Rural contexts can achieve high facility delivery coverage. Based on our findings, strategies to reach women yet unserved should include promotion of early ANC start particularly for the less educated, and improvement of distant communities' access to facilities.
撒哈拉以南非洲应对孕产妇死亡的策略包括扩大生殖服务覆盖范围。即使在覆盖率较高的地区,更脆弱的妇女可能仍无法获得服务。目前尚无关于高覆盖率决定因素的数据。我们在坦桑尼亚一个预计利用率较高的地区对此进行了调查。
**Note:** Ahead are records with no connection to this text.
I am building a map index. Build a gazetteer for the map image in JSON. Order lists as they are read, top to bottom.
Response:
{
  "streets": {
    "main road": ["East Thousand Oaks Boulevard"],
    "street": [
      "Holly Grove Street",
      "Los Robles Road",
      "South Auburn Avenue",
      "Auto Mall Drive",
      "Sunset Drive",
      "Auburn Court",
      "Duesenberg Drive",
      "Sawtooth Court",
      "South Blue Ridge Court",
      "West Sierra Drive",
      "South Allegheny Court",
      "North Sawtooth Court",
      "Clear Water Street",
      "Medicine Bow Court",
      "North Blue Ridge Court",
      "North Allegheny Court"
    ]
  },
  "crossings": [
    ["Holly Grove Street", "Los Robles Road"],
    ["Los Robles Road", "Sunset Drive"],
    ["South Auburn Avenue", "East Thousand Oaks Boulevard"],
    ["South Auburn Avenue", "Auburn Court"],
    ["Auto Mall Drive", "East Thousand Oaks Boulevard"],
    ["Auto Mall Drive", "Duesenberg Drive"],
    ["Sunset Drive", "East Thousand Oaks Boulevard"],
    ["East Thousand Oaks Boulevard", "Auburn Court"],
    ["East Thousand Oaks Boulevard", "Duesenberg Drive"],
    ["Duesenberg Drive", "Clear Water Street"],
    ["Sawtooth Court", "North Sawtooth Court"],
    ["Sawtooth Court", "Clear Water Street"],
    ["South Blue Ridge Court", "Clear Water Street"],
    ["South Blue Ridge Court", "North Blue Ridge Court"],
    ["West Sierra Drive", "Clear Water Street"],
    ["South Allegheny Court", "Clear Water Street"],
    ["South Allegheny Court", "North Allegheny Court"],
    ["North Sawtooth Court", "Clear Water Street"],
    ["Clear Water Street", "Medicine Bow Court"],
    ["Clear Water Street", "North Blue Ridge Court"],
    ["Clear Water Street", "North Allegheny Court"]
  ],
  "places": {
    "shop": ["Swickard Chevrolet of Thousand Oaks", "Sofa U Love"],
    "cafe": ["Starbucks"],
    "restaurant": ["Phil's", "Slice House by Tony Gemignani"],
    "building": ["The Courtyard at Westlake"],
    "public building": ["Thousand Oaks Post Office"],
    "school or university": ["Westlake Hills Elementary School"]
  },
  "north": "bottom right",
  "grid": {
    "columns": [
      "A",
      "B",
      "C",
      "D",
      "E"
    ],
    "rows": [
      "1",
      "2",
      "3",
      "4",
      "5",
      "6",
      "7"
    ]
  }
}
通过对464名近期分娩妇女的家庭调查收集数据。主要结果是设施分娩和至少4次产前检查。使用多变量回归分析决定因素。
几乎所有妇女都接受了产前检查,不过只有58.3%的妇女进行了至少4次检查。最年轻年龄组进行至少4次检查的可能性更高(比值比2.7,95%置信区间1.32 - 5.49,p = 0.008),并且早期接受产前检查的妇女也是如此(比值比3.2,95%置信区间2.04 - 4.90,p < 0.001)。设施分娩率高于预期(87.7%),受教育程度较高的妇女进行设施分娩的可能性更大(比值比2.7,95%置信区间1.50 - 4.75,p = 0.002),居住在距离设施5公里以内的妇女也是如此(比值比3.2,95%置信区间1.59 - 6.48,p = 0.002),以及早期接受产前检查的妇女(比值比2.4,95%置信区间1.20 - 4.91,p = 0.02)。
农村地区可以实现较高的设施分娩覆盖率。根据我们的研究结果,针对尚未获得服务的妇女的策略应包括尤其针对受教育程度较低者推广早期开始产前检查,以及改善偏远社区获得设施的机会。